-- THE TASK --
Compute the number of lines in the following data that include the word "тракт", and output that number alone.

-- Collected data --
════════════════

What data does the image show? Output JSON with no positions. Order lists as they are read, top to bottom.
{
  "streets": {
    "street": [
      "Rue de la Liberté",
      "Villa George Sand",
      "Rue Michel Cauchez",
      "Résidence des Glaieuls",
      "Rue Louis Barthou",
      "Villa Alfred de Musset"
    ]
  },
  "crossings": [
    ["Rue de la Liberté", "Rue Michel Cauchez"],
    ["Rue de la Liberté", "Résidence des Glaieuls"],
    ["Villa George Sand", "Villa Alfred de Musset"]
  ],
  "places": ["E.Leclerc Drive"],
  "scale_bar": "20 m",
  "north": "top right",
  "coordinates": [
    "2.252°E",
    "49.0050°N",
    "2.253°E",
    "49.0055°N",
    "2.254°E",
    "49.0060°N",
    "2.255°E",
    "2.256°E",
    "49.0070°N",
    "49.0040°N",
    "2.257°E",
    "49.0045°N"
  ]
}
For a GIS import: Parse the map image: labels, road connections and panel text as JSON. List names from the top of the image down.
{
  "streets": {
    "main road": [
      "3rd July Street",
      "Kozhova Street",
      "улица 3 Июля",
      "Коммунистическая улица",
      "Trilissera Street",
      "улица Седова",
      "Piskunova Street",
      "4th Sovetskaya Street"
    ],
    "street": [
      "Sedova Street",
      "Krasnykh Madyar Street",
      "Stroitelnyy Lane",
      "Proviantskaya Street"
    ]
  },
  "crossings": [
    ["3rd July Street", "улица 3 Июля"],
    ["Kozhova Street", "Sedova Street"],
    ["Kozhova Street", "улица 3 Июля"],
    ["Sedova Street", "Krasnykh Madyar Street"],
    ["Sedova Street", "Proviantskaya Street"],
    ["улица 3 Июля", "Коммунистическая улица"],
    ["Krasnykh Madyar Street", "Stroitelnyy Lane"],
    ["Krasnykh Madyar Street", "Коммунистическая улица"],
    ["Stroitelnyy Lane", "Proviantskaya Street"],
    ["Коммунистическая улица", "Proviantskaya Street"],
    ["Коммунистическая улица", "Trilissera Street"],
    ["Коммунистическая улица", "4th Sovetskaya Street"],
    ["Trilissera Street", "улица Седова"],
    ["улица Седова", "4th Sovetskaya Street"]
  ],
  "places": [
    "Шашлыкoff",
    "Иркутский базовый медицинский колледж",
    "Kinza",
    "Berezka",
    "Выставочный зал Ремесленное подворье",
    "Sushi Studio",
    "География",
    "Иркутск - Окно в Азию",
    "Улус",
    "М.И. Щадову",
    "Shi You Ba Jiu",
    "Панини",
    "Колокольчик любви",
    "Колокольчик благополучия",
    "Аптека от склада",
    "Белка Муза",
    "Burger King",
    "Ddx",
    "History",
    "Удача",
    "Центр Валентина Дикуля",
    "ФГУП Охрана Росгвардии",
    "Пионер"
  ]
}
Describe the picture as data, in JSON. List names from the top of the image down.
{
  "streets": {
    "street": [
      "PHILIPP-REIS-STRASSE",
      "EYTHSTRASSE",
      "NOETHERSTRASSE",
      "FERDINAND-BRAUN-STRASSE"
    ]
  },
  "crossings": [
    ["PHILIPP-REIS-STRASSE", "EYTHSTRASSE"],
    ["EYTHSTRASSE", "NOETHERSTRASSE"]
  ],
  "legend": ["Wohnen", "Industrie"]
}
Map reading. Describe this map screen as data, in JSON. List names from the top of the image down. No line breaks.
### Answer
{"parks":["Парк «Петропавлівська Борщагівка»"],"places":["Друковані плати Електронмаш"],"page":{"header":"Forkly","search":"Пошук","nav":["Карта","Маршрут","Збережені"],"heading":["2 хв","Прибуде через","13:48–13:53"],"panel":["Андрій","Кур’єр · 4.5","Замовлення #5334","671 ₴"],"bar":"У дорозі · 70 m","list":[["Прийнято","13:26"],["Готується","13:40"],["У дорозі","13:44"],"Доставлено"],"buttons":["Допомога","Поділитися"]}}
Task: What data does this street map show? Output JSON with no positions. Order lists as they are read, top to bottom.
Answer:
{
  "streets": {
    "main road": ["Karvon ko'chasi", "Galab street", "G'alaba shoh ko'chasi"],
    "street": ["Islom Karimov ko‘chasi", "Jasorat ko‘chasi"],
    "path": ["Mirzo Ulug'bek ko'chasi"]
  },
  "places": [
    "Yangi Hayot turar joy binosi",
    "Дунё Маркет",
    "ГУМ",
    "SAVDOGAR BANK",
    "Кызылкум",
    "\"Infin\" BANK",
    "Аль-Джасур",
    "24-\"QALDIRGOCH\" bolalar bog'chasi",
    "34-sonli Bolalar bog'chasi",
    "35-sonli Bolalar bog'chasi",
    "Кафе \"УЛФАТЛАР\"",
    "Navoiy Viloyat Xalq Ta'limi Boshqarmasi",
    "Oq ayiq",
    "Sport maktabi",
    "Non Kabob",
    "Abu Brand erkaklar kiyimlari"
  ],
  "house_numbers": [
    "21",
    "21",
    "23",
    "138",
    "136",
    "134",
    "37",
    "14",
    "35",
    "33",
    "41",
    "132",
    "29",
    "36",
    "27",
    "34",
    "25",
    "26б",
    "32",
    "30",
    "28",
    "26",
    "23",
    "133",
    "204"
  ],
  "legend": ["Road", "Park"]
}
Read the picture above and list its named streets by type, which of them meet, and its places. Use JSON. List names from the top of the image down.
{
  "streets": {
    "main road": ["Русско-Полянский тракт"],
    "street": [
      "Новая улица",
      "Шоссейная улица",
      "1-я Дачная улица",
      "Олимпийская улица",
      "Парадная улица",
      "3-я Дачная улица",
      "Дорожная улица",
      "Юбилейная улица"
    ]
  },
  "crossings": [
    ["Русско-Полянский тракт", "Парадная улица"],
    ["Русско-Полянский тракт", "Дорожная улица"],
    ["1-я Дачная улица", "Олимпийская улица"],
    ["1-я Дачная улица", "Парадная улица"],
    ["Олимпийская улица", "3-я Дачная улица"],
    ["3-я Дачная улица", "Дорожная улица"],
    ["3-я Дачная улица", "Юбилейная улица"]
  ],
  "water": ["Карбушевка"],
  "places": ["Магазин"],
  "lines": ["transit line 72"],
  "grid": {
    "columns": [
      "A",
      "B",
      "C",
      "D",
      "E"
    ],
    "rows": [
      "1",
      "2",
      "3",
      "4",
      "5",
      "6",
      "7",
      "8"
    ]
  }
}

════════════════

-- TASK OUTPUT --
3